Claudia could not speak. There was a trapdoor across her throat and a mountain in her lungs. No, not a mountain. A volcano. Desperate to erupt.

‘Lavinia—’

‘That,’ the old woman said purposefully, ‘is why I won’t drink that wretched medicine. Since they found that tumour inside me, large as a fist and hard as lead, well…since then, I put myself into a trance whenever I feel the pain coming on. It’s a trick I picked up nearly fifty years ago, and it’s served me well ever since. Now, stop that grizzling, girl, I’m not dead yet. There’ll be time enough for sorrow, then, if that’s what takes your fancy.’
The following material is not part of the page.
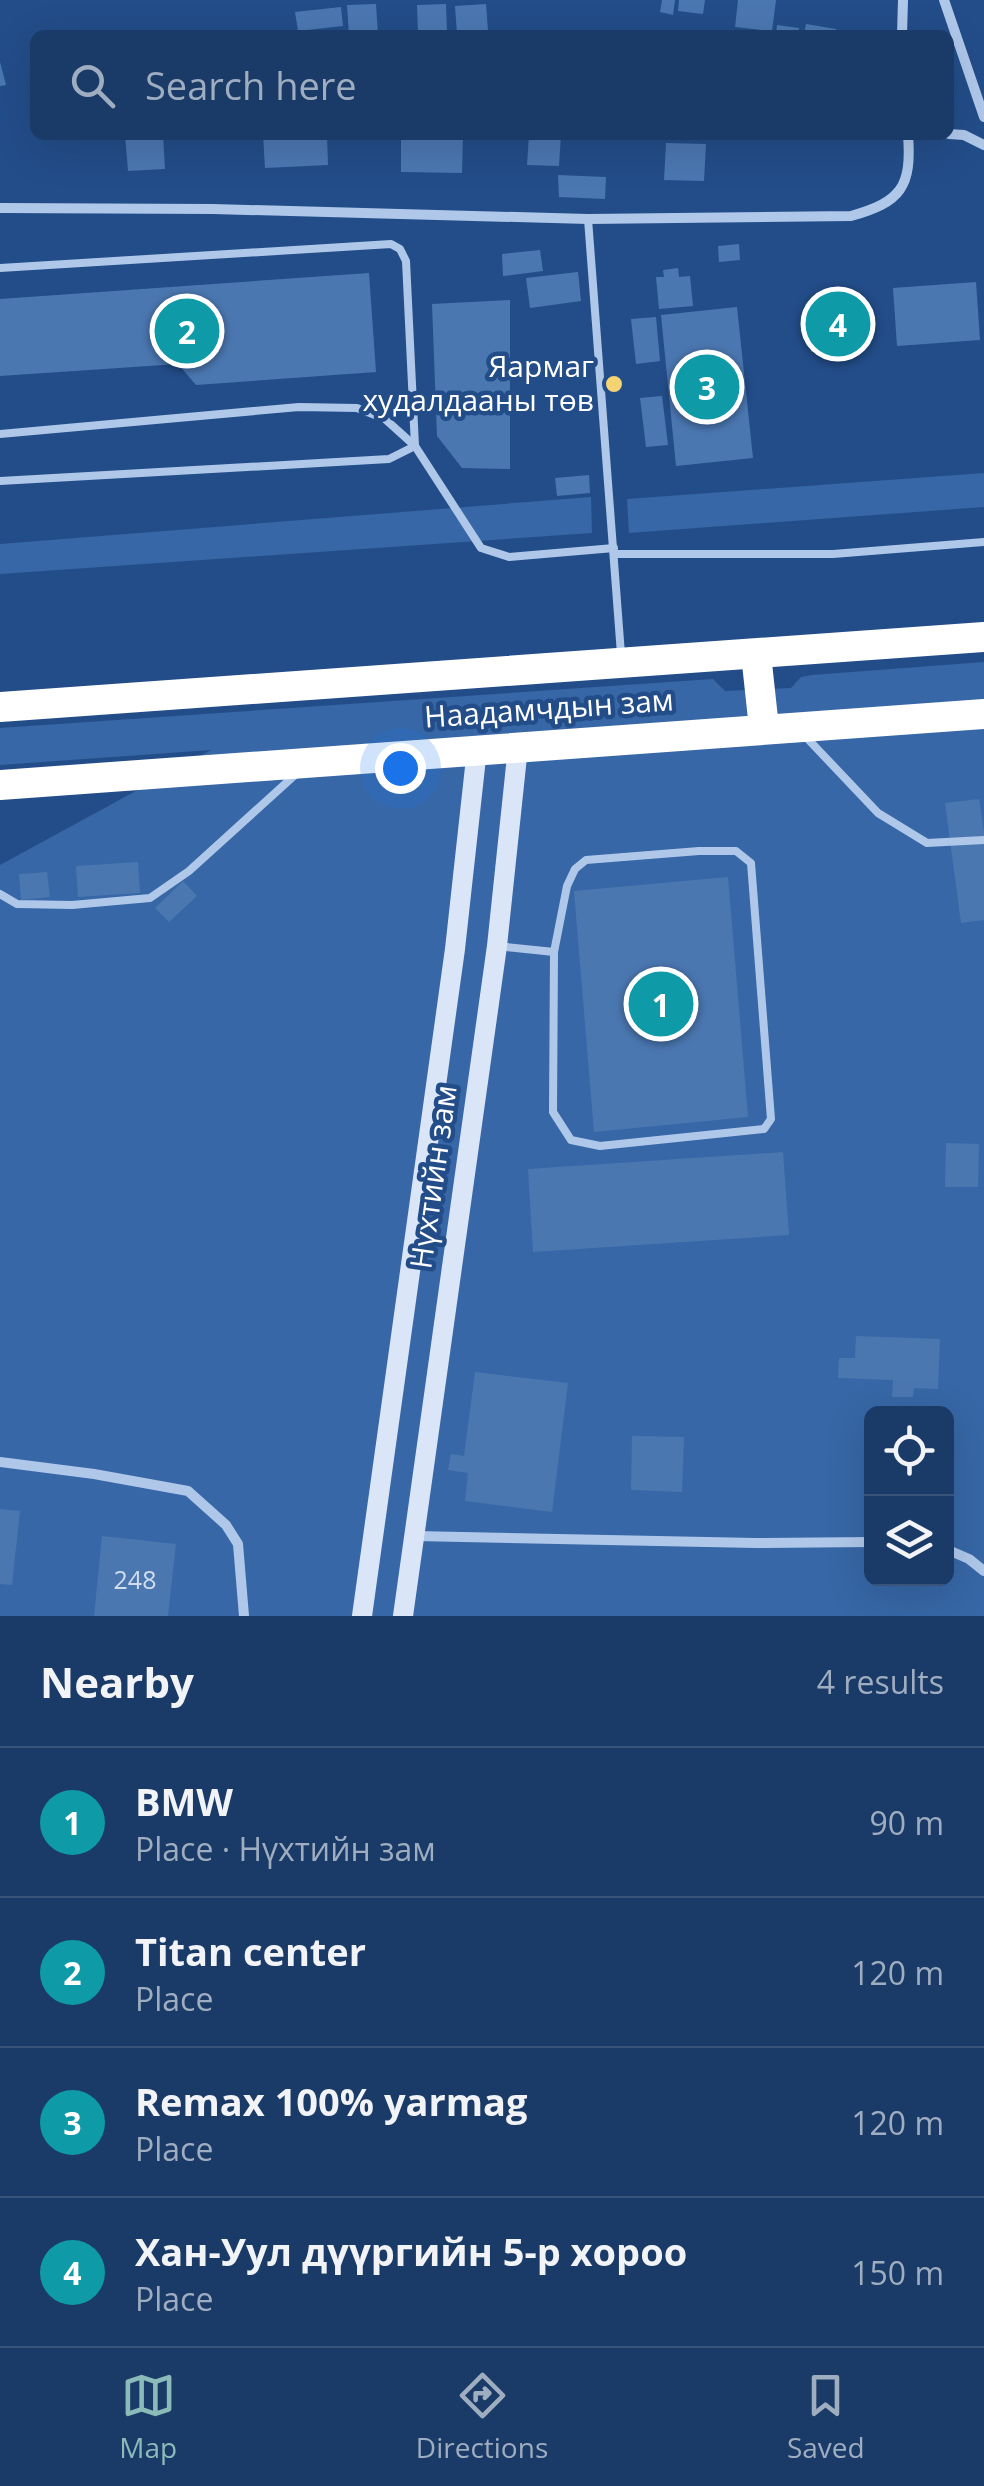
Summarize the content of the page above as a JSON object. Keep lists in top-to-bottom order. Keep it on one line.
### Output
{"streets":{"highway":["Наадамчдын зам"],"main road":["Нүхтийн зам"]},"crossings":[["Наадамчдын зам","Нүхтийн зам"]],"places":["Яармаг худалдааны төв"],"house_numbers":["248"],"page":{"search":"Search here","pins":["4","2","3","1"],"heading":["Nearby","4 results"],"list":[{"mark":"1","name":"BMW","note":"Place · Нүхтийн зам","value":"90 m"},{"mark":"2","name":"Titan center","note":"Place","value":"120 m"},{"mark":"3","name":"Remax 100% yarmag","note":"Place","value":"120 m"},{"mark":"4","name":"Хан-Уул дүүргийн 5-р хороо","note":"Place","value":"150 m"}],"nav":["Map","Directions","Saved"]}}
Claudia gulped back her sobs. Lavinia was right. If her estimation of the timescale was correct, better she lapped up every moment.

‘H-how long have you known?’ she asked. A quernstone seemed to have settled in her stomach.

‘Long enough for the pain to have aged me ten years,’ Lavinia replied. ‘But if I don’t make my sixty-fifth birthday, so what? Can you think of a more idyllic way to end my days, and if I have no regrets,’ she reached for another wine-filled phial, ‘neither should you.’ She gulped the contents down in one go. ‘But like I said, Lavinia’s not dead yet. In fact, she’s relishing her role in rooting out these murders. So then.’ She smacked her wrinkled lips. ‘Without any hard evidence from me, where does that leave the investigation?’